→ Extracted entries
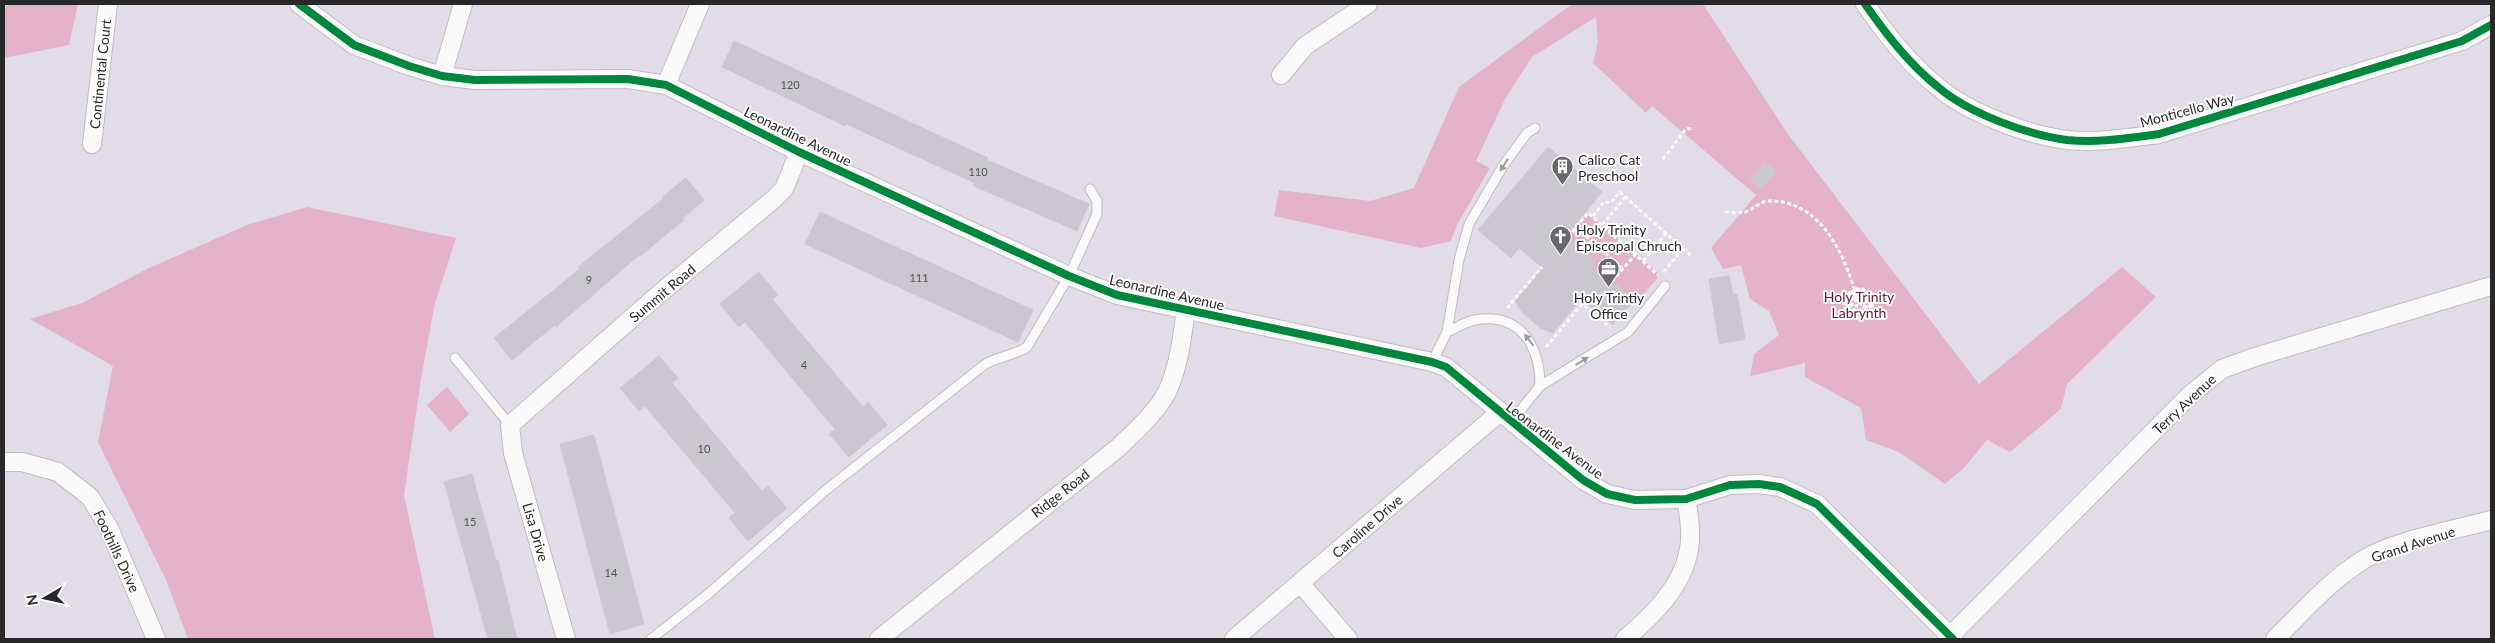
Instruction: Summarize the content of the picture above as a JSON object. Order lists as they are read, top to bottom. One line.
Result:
{"streets":{"street":["Continental Court","Monticello Way","Leonardine Avenue","Summit Road","Terry Avenue","Ridge Road","Caroline Drive","Lisa Drive","Grand Avenue","Foothills Drive"]},"crossings":[["Leonardine Avenue","Summit Road"],["Leonardine Avenue","Terry Avenue"],["Leonardine Avenue","Ridge Road"],["Leonardine Avenue","Caroline Drive"],["Summit Road","Lisa Drive"]],"parks":["Holy Trinity Labrynth"],"places":{"building":["Calico Cat Preschool"],"church":["Holy Trinity Episcopal Chruch"],"office":["Holy Trintiy Office"]},"house_numbers":["120","110","111","9","4","10","15","14"],"north":"left"}
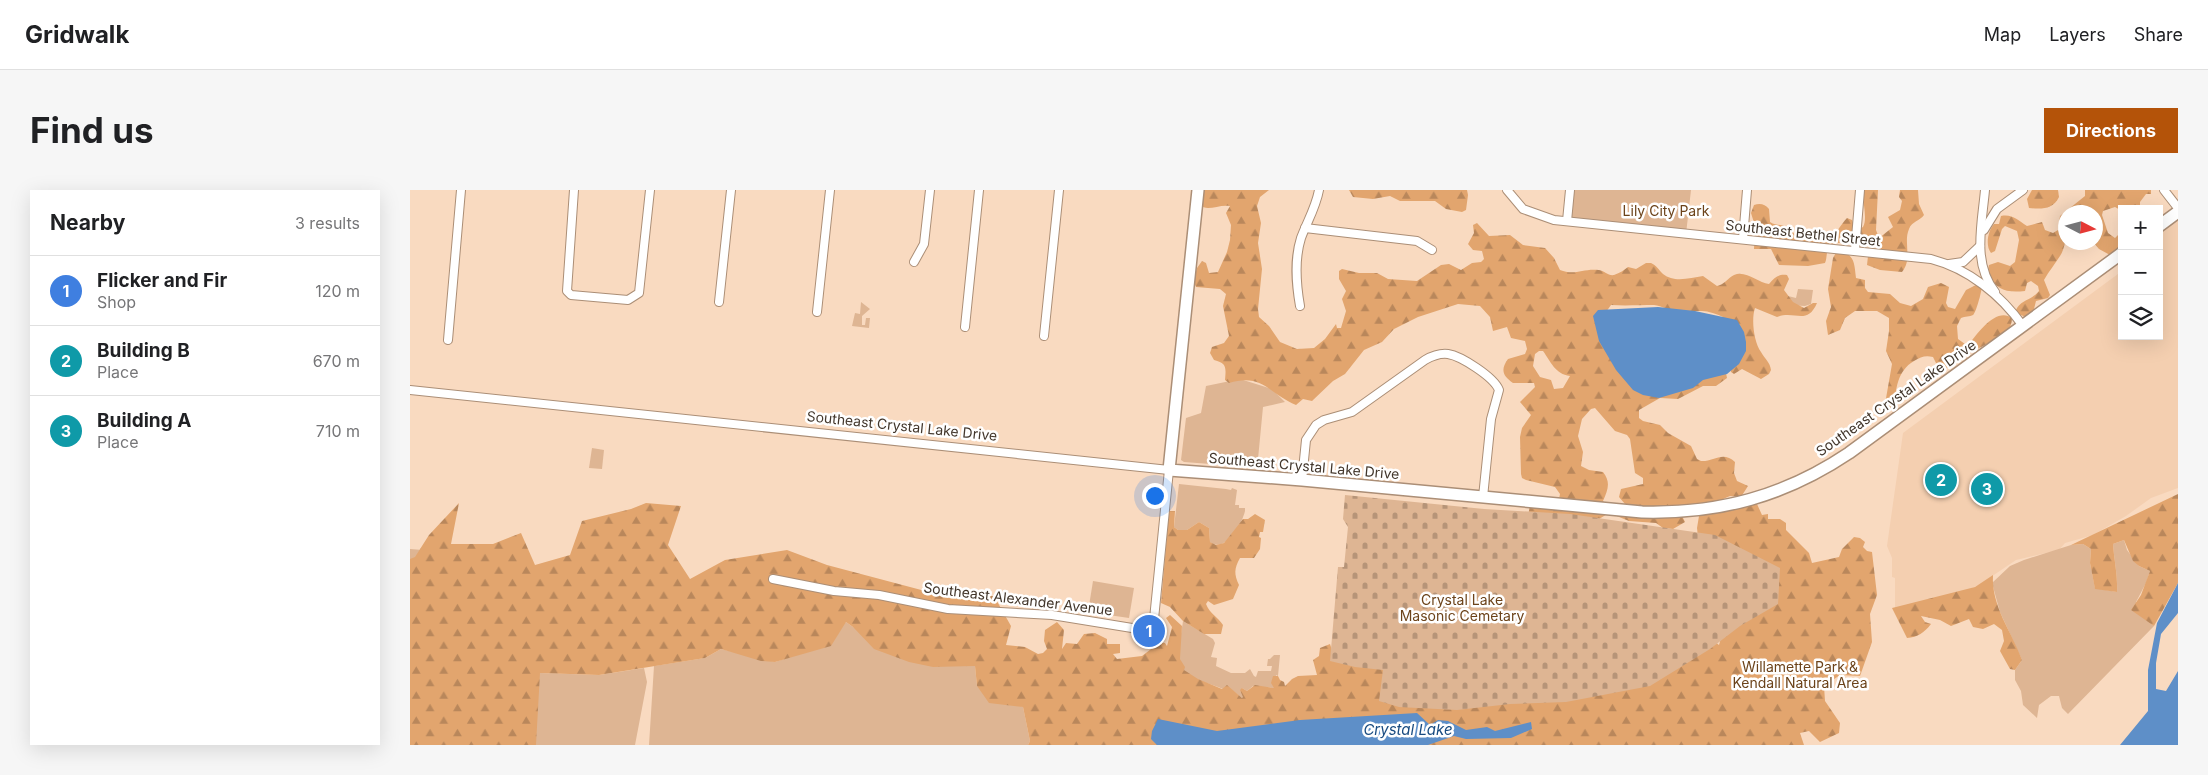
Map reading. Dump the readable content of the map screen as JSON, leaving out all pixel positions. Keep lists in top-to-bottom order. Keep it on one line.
{"streets":{"street":["Southeast Bethel Street","Southeast Crystal Lake Drive","Southeast Alexander Avenue"]},"crossings":[["Southeast Bethel Street","Southeast Crystal Lake Drive"],["Southeast Crystal Lake Drive","Southeast Alexander Avenue"]],"water":["Crystal Lake"],"parks":["Lily City Park","Crystal Lake Masonic Cemetary","Willamette Park & Kendall Natural Area"],"north":"right","page":{"header":"Gridwalk","nav":["Map","Layers","Share"],"buttons":"Directions","title":"Find us","heading":["Nearby","3 results"],"map_buttons":["+","−"],"list":[{"mark":"1","name":"Flicker and Fir","note":"Shop","value":"120 m"},{"mark":"2","name":"Building B","note":"Place","value":"670 m"},{"mark":"3","name":"Building A","note":"Place","value":"710 m"}],"pins":["2","3","1"]}}
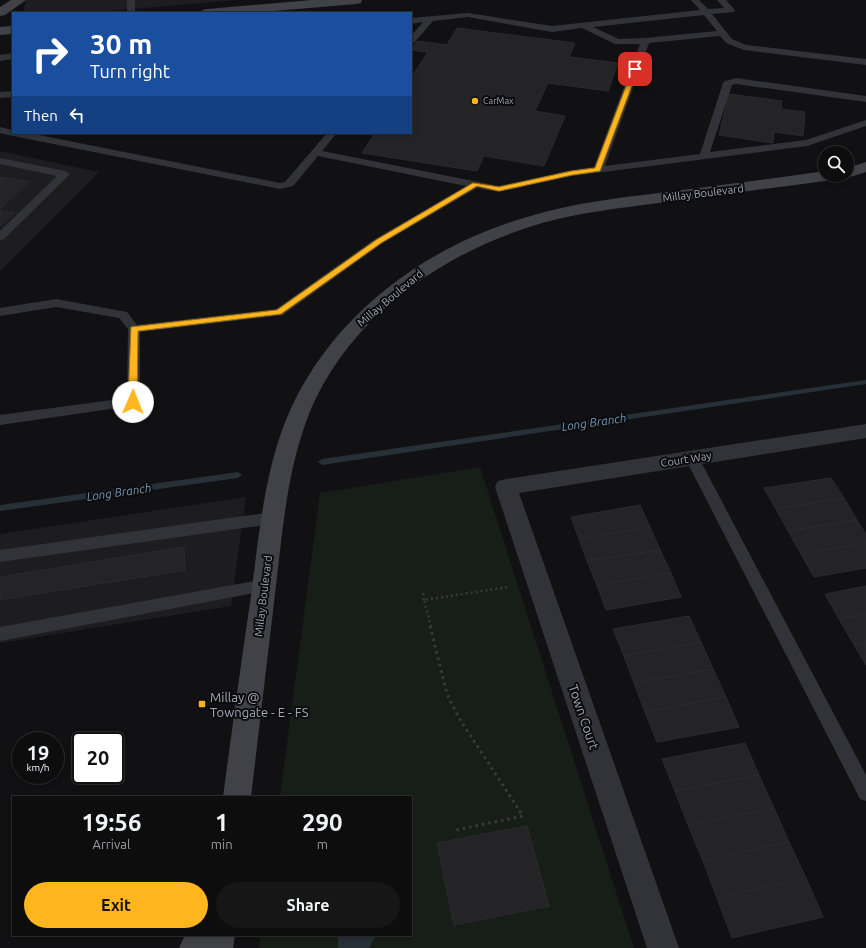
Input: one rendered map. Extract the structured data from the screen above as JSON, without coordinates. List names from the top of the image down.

→ Work item
Would you copy each line above exactly as given, dropping any images?

→ Written solution
Instruction: Summarize the content of the picture above as a JSON object. Order lists as they are read, top to bottom. One line.
Result:
{"streets":{"street":["Continental Court","Monticello Way","Leonardine Avenue","Summit Road","Terry Avenue","Ridge Road","Caroline Drive","Lisa Drive","Grand Avenue","Foothills Drive"]},"crossings":[["Leonardine Avenue","Summit Road"],["Leonardine Avenue","Terry Avenue"],["Leonardine Avenue","Ridge Road"],["Leonardine Avenue","Caroline Drive"],["Summit Road","Lisa Drive"]],"parks":["Holy Trinity Labrynth"],"places":{"building":["Calico Cat Preschool"],"church":["Holy Trinity Episcopal Chruch"],"office":["Holy Trintiy Office"]},"house_numbers":["120","110","111","9","4","10","15","14"],"north":"left"}
Map reading. Dump the readable content of the map screen as JSON, leaving out all pixel positions. Keep lists in top-to-bottom order. Keep it on one line.
{"streets":{"street":["Southeast Bethel Street","Southeast Crystal Lake Drive","Southeast Alexander Avenue"]},"crossings":[["Southeast Bethel Street","Southeast Crystal Lake Drive"],["Southeast Crystal Lake Drive","Southeast Alexander Avenue"]],"water":["Crystal Lake"],"parks":["Lily City Park","Crystal Lake Masonic Cemetary","Willamette Park & Kendall Natural Area"],"north":"right","page":{"header":"Gridwalk","nav":["Map","Layers","Share"],"buttons":"Directions","title":"Find us","heading":["Nearby","3 results"],"map_buttons":["+","−"],"list":[{"mark":"1","name":"Flicker and Fir","note":"Shop","value":"120 m"},{"mark":"2","name":"Building B","note":"Place","value":"670 m"},{"mark":"3","name":"Building A","note":"Place","value":"710 m"}],"pins":["2","3","1"]}}
Input: one rendered map. Extract the structured data from the screen above as JSON, without coordinates. List names from the top of the image down.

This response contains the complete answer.